Barry Meguiar

Barry Meguiar: Still Car Crazy After All These Years

Barry Meguiar has elevated the family business with charisma, faith, and smart branding decisions. CSQ had the opportunity to speak with Meguiar on a recent afternoon at the Petersen Automotive Museum

Barry Meguiar has elevated the family business with charisma, faith, and smart branding decisions. CSQ had the opportunity to speak with Meguiar on a recent afternoon at the Petersen Automotive Museum.

Meguiar started at the family business when he was in just grade school. He worked in every aspect of the business from the shop to the mixing rooms, to covering for vacationing employees. In high school Meguiar wrote up sales orders and later moved on to the accounting department.

Eventually, he took the Meguiar’s brand from $600,000 in annual sales becoming the global leader in car wax with hundreds of products and a 23% market share in the U.S.

As a car guy growing up in the SoCal car culture, Meguiar launched his family’s professional products into the world of car shows, where car guys already knew about Meguiar’s from their custom painters.

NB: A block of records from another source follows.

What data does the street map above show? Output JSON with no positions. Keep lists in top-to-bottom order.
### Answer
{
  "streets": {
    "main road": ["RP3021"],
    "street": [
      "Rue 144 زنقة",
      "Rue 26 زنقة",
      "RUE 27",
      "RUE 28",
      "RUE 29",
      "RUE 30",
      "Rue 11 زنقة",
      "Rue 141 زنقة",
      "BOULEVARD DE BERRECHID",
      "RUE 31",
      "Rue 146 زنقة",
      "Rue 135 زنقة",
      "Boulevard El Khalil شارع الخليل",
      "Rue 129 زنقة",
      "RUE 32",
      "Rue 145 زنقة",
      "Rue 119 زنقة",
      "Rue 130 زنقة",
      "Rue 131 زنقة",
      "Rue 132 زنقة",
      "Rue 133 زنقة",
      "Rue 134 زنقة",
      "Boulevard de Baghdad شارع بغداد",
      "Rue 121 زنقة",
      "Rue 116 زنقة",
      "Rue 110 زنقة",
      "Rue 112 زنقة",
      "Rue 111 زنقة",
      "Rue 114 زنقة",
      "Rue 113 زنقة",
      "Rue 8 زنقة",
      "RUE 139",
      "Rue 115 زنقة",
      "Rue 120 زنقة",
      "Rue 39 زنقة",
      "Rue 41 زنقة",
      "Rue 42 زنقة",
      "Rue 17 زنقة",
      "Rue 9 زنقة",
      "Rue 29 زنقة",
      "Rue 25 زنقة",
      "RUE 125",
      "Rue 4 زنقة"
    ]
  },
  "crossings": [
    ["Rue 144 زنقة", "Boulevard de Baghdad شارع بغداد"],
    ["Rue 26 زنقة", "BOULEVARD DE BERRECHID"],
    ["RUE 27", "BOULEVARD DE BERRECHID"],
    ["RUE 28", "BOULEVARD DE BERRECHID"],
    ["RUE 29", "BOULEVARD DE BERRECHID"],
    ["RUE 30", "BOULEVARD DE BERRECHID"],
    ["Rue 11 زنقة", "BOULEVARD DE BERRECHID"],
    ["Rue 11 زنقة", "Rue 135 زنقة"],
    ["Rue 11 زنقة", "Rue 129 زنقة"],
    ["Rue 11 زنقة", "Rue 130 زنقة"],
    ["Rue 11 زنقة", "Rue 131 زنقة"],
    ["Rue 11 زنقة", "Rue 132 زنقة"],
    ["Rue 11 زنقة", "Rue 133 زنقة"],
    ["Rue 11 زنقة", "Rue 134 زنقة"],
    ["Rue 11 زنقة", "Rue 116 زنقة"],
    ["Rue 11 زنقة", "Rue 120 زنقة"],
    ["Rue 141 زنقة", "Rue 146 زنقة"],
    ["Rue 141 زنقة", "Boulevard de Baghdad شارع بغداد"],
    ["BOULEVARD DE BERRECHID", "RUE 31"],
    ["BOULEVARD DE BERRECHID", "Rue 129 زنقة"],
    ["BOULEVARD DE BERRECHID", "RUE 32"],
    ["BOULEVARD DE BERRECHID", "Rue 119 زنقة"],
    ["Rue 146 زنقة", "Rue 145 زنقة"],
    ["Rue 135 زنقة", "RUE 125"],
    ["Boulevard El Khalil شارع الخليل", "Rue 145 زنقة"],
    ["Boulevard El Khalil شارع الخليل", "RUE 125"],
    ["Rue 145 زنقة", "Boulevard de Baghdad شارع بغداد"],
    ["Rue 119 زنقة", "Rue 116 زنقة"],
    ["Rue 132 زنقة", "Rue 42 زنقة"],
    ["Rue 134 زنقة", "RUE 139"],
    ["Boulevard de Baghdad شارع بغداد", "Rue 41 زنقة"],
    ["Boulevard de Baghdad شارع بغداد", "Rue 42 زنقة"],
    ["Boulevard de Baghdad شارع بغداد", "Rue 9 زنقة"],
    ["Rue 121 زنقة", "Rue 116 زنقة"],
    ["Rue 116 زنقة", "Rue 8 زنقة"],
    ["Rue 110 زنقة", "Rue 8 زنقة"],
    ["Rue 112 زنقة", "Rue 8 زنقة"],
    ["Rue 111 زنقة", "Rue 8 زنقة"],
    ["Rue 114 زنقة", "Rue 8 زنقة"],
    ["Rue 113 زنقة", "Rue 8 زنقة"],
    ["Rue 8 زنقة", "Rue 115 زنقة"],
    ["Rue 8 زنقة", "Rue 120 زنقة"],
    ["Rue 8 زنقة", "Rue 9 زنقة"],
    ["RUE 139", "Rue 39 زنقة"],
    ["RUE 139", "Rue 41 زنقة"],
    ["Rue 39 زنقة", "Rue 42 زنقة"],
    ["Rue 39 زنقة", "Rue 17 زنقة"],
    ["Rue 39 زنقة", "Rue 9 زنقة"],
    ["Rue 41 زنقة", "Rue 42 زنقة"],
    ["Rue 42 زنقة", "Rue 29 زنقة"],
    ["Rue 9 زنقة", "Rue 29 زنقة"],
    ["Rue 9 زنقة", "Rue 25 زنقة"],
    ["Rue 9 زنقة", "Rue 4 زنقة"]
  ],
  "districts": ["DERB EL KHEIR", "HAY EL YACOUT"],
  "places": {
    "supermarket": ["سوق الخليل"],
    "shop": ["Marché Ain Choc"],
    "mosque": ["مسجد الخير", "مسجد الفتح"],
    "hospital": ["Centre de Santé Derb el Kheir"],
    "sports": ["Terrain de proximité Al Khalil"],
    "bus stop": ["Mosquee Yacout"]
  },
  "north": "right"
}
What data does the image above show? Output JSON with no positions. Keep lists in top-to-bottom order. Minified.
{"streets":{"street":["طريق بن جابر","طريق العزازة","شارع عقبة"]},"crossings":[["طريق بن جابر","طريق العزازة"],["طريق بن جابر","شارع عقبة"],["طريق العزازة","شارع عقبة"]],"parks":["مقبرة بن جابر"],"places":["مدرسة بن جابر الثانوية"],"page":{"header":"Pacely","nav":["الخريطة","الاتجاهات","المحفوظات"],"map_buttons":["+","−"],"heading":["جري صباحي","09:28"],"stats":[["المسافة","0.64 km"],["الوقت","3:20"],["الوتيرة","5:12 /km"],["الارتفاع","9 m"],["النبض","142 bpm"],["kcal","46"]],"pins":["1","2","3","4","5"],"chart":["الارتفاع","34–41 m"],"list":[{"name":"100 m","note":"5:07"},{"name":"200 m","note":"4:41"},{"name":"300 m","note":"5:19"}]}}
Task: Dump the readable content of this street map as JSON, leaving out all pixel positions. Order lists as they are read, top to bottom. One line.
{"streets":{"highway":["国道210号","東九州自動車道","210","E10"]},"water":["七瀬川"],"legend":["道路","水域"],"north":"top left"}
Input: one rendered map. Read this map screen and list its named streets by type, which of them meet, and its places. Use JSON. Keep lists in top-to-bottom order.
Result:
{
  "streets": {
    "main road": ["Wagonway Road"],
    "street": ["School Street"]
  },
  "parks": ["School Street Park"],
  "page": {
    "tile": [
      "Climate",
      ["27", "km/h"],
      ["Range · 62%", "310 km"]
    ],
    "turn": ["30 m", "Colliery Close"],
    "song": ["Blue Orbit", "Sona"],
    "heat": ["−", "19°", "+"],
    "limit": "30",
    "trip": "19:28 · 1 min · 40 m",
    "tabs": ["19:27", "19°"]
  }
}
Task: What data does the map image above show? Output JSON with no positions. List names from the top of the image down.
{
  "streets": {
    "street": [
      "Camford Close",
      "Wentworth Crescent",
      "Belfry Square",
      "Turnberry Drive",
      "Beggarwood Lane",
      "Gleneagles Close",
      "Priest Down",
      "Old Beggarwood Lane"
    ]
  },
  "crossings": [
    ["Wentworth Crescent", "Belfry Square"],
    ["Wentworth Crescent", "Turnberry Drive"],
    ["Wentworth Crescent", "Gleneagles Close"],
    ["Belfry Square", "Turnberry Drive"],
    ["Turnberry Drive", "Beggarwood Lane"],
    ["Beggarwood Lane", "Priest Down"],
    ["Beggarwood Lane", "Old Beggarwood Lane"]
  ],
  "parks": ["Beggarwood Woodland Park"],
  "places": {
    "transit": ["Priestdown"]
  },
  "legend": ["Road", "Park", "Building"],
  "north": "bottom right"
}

By the mid 1990s, car clubs and car shows were falling on bad times with an aging population. Meguiar created Car Crazy Radio and Car Crazy Television to unite and mobilize car guys globally, with the goal of promoting and growing the car hobby. Special emphasis was placed on handing the passion for the hobby down to the next generation.

CSQ Share a bit about your, and your family’s, relationship with cars.
BARRY MEGUIAR I was born at a great time, just before the car hobby began at the end of World War II. Our GIs learned how to make their cars go faster from working with motor pools and the aerodynamics of airplanes. Making their cars sleeker and with more horsepower led to the birth of the Hot Rod and a passion for show car perfect paint finishes.

In 1901, my grandfather was focused on creating perfectly clear finishes on black lacquer furniture. He lived in Indiana, where more than half of all the horseless carriage manufacturers were located. With almost all of the horseless carriages painted with black lacquer, my grandfather’s furniture polish became a carriage polish. polish began using it on their carriages.

CSQ And your introduction into the family business?
BM My Dad and his Dad only focused on professional products for Car Dealers and Body Shops. Long before I graduated college, sales had peaked at $600,000 per year. I had the choice to leave or roll up my sleeves and go to work.

I loved calling on shops and buffing cars, but the opportunity to go retail focused on Car Guys excited me. In 1969, I called a family meeting which was going no where. That changed when I explained I only wanted to focus on Car Guys who are not driven by price, who will follow directions and whose passion matches ours for creating perfectly clear paint finishes. It took the next four years and a lot of prayer to launch our first retail product, Meguiar’s Cleaner Wax, in 1973. It’s still one of our top ten best sellers.

CSQ What was your first car?
BM A black ’57 Chevy Bel Air hardtop. And when I drive that car today, on the same streets I drove it on as a teenager, I’m 16 years old all over again.

CSQ Who impresses you with their car knowledge?
BM That’s easy! Jay Leno. I don’t know anyone else who has the breadth of knowledge he has for almost every type of car imaginable. He’s phenomenal! Most Car Guys have a depth of knowledge on certain types of cars, but Jay knows and loves them all.